(Data records)

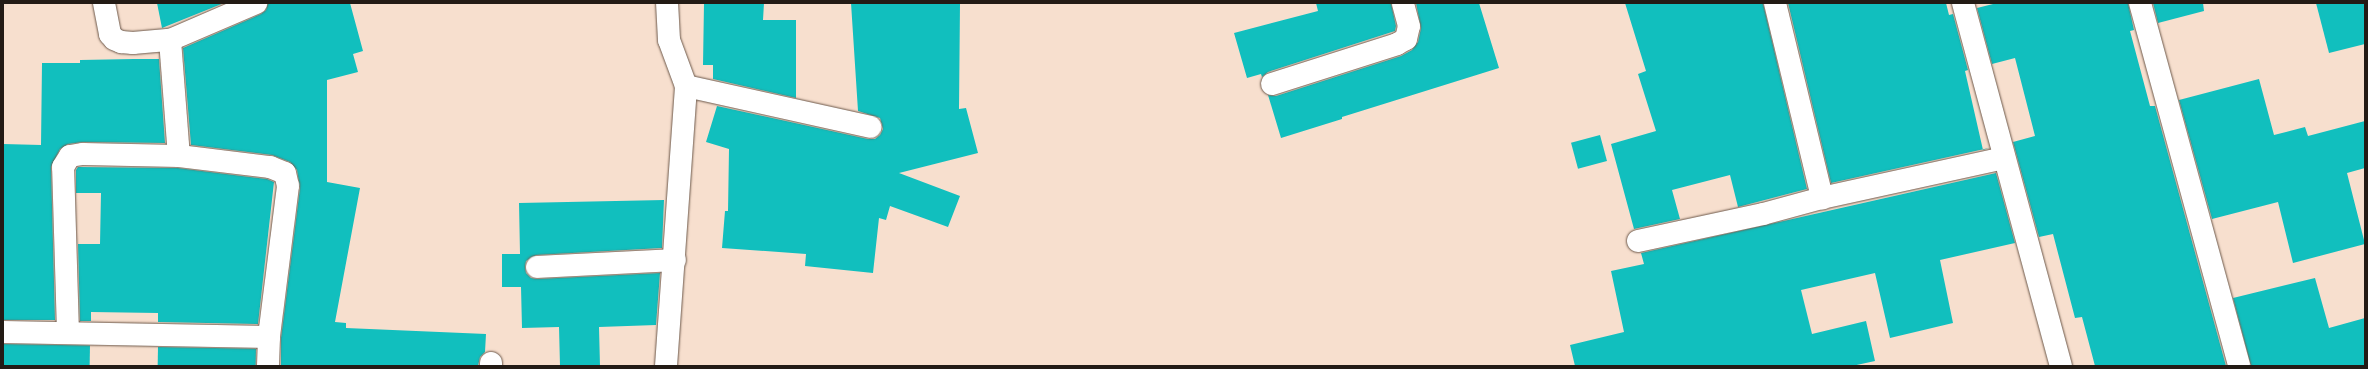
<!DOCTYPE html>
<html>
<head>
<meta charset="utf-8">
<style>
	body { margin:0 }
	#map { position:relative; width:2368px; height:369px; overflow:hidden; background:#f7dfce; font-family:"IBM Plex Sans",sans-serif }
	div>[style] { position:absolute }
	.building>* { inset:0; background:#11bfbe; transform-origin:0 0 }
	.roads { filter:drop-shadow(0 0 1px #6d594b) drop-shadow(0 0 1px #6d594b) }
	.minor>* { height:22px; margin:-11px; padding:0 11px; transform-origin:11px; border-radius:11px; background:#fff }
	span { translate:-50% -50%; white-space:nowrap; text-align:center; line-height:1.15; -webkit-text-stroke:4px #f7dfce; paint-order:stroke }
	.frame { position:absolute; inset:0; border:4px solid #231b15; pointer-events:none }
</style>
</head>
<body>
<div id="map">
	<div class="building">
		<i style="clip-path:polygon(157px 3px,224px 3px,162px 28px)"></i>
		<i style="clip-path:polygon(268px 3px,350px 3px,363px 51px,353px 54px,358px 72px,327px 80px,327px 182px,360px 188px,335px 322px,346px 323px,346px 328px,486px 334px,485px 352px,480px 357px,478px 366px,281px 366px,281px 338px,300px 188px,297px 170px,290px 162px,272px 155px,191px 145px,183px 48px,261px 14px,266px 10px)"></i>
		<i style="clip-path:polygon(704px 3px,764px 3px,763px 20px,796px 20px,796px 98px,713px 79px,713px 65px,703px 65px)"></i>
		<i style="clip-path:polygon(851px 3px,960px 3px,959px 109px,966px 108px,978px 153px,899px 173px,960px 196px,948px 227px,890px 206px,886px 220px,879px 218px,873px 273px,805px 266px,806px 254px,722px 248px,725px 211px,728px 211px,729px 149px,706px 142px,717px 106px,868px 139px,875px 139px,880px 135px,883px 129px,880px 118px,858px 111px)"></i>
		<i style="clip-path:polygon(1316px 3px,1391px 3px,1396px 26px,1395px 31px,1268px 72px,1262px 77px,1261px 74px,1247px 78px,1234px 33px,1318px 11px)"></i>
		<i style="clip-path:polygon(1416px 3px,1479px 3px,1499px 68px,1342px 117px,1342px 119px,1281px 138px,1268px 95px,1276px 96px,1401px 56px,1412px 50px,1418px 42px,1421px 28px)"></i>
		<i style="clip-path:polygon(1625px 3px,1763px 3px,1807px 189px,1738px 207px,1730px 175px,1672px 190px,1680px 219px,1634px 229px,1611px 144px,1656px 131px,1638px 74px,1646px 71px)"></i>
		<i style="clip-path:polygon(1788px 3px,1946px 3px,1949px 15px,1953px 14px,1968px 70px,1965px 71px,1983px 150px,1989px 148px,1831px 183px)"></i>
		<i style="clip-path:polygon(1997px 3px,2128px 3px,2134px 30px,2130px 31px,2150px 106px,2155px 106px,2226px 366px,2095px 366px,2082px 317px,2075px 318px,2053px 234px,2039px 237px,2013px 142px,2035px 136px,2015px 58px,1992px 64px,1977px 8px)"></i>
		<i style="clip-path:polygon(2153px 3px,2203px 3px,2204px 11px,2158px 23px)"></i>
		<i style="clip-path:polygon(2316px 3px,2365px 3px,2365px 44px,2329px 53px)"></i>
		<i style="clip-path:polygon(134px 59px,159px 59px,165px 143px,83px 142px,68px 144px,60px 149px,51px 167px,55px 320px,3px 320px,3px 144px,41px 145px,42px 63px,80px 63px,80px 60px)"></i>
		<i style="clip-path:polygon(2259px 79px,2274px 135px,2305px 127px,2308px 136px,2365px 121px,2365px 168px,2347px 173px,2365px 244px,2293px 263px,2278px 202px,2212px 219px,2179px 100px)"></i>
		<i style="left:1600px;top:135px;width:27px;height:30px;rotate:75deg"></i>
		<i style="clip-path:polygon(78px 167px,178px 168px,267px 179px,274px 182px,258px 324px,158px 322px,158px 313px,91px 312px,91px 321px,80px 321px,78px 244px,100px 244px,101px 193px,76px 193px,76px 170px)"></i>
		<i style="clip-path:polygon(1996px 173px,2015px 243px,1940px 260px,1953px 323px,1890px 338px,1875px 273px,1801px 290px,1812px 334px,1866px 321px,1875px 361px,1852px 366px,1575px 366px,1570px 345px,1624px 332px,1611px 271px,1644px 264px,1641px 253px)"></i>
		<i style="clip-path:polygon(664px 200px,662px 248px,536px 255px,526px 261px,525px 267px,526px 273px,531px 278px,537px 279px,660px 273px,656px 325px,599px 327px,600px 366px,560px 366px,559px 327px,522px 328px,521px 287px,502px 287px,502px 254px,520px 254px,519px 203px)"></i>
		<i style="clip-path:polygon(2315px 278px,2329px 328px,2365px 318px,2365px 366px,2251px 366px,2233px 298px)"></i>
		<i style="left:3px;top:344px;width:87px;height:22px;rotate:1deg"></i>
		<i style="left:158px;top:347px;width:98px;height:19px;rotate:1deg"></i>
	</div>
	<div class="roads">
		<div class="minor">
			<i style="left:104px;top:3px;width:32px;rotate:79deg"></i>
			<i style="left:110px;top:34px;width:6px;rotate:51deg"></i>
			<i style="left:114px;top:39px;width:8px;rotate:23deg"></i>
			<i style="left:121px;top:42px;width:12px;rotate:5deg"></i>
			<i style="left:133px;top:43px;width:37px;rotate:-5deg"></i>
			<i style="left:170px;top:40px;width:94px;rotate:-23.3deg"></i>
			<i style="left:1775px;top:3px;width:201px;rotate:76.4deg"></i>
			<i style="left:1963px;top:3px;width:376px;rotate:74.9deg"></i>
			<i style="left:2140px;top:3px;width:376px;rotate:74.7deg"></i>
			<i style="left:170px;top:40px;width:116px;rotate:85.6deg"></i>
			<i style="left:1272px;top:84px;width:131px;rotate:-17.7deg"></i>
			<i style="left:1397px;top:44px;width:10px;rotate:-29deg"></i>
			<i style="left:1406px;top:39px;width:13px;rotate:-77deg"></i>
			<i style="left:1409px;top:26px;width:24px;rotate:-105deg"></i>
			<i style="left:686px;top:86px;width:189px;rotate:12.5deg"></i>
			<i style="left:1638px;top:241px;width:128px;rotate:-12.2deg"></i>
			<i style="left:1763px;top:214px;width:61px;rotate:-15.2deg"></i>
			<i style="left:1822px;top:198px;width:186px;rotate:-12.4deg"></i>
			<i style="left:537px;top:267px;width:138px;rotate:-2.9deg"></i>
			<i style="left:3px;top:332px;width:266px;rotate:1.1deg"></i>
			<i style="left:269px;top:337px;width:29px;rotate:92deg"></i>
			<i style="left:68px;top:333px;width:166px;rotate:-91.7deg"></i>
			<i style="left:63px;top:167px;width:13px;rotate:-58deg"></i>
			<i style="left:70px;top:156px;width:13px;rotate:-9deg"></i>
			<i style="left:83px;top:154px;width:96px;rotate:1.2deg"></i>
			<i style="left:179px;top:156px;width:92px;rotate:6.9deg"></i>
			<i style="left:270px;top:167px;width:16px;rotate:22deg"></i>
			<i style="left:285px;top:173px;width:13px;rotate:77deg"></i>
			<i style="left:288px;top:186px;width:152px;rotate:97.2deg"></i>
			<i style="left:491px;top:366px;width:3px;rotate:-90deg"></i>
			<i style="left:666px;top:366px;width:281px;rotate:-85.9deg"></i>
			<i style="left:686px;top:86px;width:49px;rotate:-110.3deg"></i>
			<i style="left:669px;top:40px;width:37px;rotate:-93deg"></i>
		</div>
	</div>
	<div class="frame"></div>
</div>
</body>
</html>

---

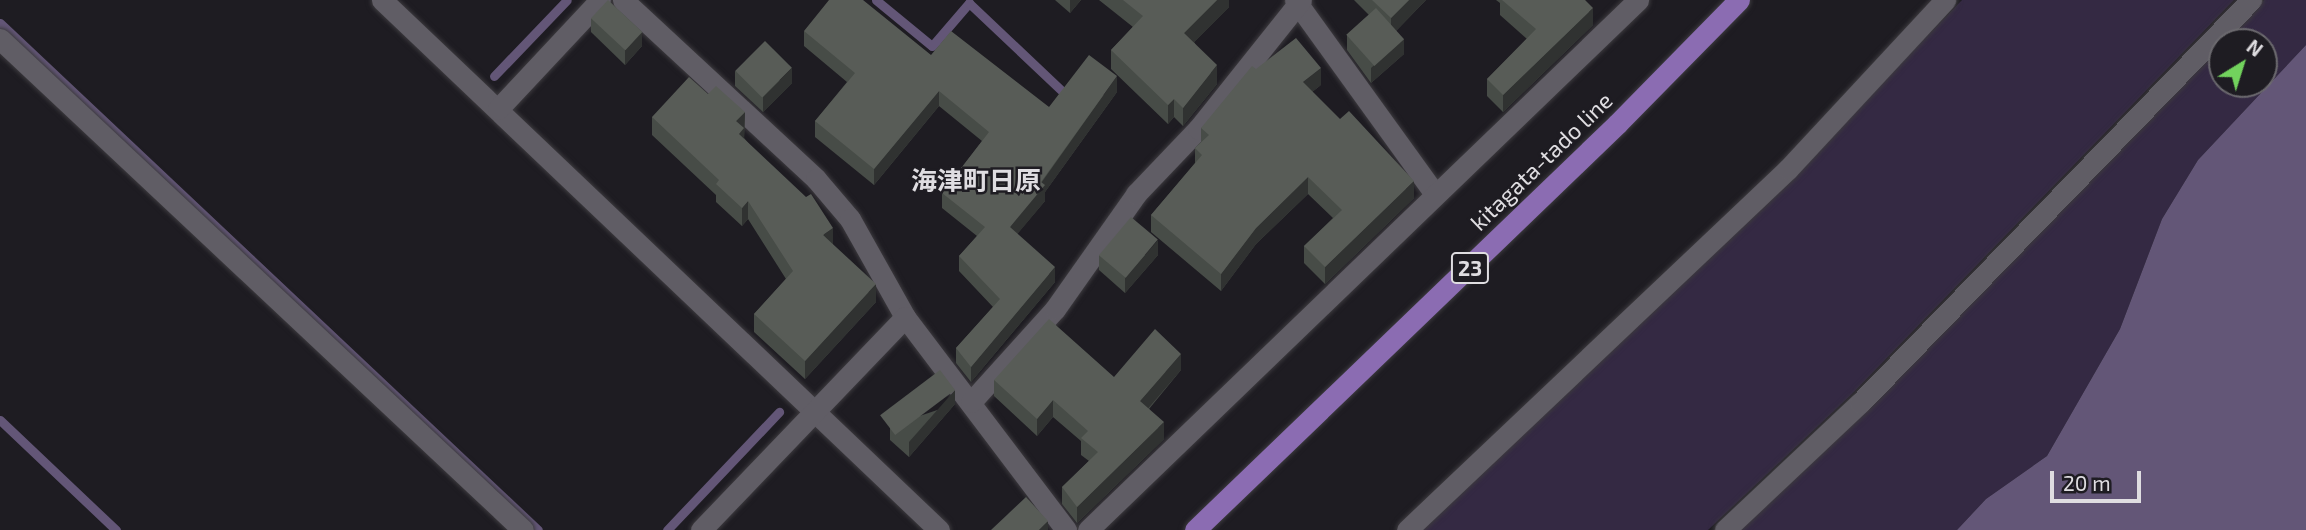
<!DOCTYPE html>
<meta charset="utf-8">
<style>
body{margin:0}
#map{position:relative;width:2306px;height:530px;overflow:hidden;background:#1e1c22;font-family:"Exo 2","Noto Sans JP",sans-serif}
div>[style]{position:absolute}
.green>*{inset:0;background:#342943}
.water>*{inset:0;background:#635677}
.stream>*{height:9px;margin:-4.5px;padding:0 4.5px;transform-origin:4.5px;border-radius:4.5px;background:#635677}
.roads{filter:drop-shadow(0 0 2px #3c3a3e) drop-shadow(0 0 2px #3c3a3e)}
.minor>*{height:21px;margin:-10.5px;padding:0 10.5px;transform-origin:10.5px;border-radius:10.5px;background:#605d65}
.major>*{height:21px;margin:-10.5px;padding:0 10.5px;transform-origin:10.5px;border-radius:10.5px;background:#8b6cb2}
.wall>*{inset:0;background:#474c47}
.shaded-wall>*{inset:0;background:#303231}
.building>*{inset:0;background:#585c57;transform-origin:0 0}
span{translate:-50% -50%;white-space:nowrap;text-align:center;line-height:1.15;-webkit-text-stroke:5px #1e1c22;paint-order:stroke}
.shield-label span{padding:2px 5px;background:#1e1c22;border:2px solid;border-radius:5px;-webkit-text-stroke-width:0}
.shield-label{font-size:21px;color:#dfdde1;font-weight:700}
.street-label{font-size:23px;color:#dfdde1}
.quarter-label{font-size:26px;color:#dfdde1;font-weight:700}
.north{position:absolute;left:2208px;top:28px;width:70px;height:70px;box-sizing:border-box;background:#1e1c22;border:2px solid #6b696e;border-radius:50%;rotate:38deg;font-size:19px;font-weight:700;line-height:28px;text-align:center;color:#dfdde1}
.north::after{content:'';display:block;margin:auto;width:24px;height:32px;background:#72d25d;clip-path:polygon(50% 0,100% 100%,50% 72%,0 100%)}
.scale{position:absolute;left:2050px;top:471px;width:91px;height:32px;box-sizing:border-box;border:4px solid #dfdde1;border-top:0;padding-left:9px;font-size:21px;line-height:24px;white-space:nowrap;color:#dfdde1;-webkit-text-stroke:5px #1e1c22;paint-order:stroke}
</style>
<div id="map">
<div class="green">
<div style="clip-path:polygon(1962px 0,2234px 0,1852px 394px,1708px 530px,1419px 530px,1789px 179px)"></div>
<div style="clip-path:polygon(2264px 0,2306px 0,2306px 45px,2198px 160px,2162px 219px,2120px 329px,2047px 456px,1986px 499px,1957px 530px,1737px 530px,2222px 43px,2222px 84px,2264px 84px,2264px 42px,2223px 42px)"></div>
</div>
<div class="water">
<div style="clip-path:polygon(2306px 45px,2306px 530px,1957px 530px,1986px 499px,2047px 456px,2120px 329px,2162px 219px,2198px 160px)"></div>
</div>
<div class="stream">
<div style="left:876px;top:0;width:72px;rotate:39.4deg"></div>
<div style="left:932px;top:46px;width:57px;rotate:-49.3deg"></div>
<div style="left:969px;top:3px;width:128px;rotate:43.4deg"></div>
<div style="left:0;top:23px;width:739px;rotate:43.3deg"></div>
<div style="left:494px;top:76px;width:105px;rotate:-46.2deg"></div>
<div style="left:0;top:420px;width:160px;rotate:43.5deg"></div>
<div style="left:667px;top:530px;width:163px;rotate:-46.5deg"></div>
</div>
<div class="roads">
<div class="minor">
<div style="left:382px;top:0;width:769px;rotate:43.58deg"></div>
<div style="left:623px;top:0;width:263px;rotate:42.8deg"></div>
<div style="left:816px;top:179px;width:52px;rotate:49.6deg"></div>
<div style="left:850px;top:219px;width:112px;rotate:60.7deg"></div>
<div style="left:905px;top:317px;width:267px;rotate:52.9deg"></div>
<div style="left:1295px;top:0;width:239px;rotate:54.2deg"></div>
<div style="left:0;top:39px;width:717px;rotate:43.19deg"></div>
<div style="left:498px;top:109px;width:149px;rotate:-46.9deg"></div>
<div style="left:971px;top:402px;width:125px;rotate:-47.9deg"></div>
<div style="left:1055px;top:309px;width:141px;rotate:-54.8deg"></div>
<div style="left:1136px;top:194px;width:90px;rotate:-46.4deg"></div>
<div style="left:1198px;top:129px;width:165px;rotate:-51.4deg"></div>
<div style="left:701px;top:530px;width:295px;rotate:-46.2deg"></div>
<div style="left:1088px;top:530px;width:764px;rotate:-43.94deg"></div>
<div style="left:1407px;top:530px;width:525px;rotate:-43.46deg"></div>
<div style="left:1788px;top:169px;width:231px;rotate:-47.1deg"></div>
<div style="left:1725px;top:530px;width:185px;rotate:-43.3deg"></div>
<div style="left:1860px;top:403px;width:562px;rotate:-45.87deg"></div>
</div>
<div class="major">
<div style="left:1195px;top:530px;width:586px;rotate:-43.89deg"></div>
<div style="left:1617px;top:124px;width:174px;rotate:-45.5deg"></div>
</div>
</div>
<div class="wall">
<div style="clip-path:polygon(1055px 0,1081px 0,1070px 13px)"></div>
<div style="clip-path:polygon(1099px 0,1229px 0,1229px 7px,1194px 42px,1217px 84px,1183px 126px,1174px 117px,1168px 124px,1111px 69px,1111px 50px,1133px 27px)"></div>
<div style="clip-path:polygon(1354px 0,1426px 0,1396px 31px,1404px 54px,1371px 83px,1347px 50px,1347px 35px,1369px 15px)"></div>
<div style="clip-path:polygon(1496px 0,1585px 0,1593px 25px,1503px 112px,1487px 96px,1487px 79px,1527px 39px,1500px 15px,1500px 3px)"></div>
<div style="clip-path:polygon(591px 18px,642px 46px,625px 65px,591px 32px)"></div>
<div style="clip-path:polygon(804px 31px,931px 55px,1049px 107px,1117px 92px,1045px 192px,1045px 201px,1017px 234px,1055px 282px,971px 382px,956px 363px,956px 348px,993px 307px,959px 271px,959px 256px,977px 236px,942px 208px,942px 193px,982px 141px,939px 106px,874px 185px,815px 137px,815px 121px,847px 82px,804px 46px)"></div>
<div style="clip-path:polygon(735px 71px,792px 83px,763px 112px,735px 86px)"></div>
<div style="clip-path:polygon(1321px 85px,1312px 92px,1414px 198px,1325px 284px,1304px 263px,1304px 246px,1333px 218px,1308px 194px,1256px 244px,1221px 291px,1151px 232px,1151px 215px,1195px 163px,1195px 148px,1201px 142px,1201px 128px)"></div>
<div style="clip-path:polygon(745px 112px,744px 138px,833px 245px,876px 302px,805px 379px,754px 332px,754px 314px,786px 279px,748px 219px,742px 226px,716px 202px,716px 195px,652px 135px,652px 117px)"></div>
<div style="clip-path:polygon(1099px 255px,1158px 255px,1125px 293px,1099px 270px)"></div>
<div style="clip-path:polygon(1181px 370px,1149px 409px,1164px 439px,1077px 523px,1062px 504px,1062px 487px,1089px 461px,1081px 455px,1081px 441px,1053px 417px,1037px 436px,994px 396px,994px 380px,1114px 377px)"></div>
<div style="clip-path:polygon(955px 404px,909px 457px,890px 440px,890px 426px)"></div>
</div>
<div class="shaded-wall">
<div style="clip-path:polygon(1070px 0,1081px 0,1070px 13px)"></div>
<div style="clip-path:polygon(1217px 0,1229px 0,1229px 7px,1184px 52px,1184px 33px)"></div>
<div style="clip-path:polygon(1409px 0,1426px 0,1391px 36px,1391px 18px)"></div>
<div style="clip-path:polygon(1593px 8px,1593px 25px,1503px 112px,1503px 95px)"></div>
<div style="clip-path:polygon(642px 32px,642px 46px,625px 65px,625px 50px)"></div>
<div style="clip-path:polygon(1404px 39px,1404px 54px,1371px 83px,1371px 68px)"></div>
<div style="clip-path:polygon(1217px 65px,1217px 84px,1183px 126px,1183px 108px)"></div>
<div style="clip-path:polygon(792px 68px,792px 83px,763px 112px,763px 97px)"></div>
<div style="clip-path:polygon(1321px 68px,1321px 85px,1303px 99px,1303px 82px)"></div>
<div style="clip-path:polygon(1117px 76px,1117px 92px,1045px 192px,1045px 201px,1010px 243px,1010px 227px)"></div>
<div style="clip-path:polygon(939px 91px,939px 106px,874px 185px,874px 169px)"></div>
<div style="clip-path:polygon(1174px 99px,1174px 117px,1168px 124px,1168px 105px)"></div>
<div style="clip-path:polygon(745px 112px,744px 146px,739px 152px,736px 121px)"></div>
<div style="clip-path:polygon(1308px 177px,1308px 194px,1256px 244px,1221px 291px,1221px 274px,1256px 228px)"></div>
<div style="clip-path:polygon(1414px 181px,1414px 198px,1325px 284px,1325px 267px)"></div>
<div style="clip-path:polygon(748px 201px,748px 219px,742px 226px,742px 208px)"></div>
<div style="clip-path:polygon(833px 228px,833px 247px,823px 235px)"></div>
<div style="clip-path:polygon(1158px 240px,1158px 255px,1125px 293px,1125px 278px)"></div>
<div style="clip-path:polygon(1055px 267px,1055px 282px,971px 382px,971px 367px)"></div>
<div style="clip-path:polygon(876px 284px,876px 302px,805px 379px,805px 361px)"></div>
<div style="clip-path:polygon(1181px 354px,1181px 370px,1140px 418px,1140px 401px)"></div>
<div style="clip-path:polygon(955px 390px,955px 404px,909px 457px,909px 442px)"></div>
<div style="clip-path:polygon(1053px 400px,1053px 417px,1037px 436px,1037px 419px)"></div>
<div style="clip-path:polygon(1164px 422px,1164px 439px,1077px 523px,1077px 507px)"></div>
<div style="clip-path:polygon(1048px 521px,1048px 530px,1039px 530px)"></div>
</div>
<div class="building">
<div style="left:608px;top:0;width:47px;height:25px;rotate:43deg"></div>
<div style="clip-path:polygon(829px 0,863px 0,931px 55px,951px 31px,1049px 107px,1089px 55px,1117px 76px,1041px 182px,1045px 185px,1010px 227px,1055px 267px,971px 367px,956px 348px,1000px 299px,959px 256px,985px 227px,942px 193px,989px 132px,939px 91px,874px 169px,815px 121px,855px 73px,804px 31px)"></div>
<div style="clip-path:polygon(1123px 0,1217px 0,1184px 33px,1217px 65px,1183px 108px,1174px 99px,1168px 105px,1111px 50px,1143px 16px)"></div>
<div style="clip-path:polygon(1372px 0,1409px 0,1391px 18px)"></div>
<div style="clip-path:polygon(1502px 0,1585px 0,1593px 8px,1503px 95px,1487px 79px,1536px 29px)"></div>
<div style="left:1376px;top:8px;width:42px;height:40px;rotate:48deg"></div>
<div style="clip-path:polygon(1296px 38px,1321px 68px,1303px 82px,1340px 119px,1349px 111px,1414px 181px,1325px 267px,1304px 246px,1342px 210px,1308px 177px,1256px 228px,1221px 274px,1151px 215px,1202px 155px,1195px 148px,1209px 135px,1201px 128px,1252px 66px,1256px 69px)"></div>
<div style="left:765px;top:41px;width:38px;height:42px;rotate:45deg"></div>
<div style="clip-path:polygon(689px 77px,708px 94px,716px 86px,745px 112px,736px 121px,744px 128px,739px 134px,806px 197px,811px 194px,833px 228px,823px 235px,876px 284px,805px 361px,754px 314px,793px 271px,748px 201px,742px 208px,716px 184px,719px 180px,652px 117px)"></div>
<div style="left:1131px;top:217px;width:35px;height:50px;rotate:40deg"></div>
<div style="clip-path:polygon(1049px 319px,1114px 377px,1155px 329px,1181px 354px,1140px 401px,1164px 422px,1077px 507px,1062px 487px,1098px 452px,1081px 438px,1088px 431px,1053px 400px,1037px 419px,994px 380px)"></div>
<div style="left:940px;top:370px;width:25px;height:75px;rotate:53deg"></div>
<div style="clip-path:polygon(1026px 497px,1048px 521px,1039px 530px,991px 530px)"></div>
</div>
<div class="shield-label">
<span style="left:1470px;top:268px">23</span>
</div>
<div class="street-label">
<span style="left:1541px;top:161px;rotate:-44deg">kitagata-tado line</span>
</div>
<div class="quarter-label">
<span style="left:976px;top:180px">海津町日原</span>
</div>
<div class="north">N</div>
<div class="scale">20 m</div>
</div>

● **AIM OF THE EXERCISE**:
From the records above, copy out the line with "height:22px; margin:-11px; padding:0", the line with "translate:-50% -50%; white-space:nowrap;", and every line between them, word for word.

● **REPLY**:
	.minor>* { height:22px; margin:-11px; padding:0 11px; transform-origin:11px; border-radius:11px; background:#fff }
	span { translate:-50% -50%; white-space:nowrap; text-align:center; line-height:1.15; -webkit-text-stroke:4px #f7dfce; paint-order:stroke }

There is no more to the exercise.